▸ WHAT YOU SHOULD DO: The result should be an exact copy of every record, with no pictures kept.

Data records:
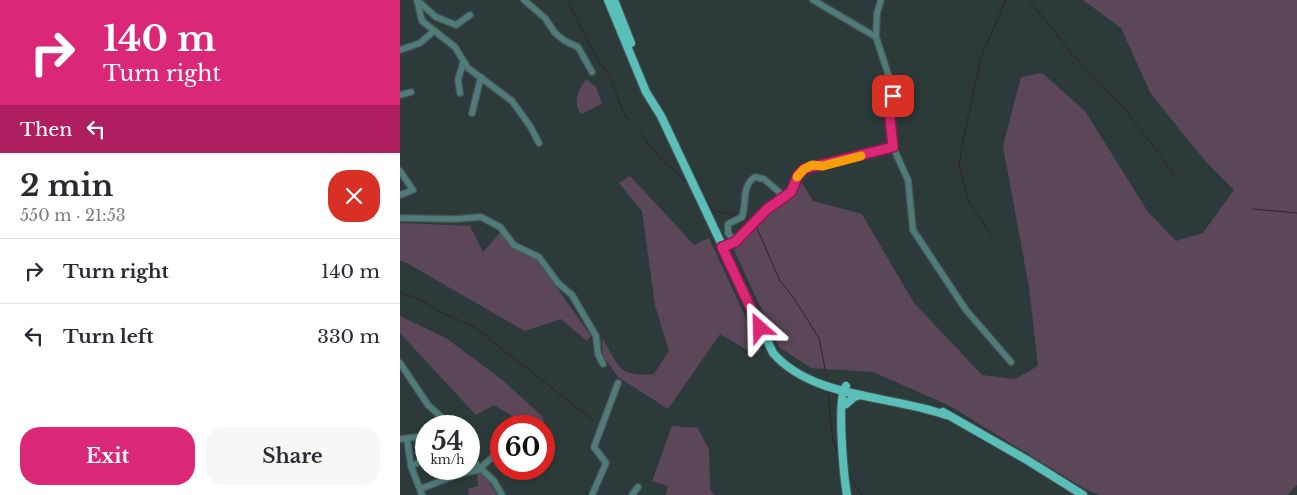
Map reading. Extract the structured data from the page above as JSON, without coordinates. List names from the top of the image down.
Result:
{
  "page": {
    "turn": ["140 m", "Turn right"],
    "then": "Then",
    "heading": ["2 min", "550 m · 21:53"],
    "list": [
      {
        "name": "Turn right",
        "value": "140 m"
      },
      {
        "name": "Turn left",
        "value": "330 m"
      }
    ],
    "speed": "54 km/h",
    "limit": "60",
    "buttons": ["Exit", "Share"]
  }
}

▸ OUTPUT:
Map reading. Extract the structured data from the page above as JSON, without coordinates. List names from the top of the image down.
Result:
{
  "page": {
    "turn": ["140 m", "Turn right"],
    "then": "Then",
    "heading": ["2 min", "550 m · 21:53"],
    "list": [
      {
        "name": "Turn right",
        "value": "140 m"
      },
      {
        "name": "Turn left",
        "value": "330 m"
      }
    ],
    "speed": "54 km/h",
    "limit": "60",
    "buttons": ["Exit", "Share"]
  }
}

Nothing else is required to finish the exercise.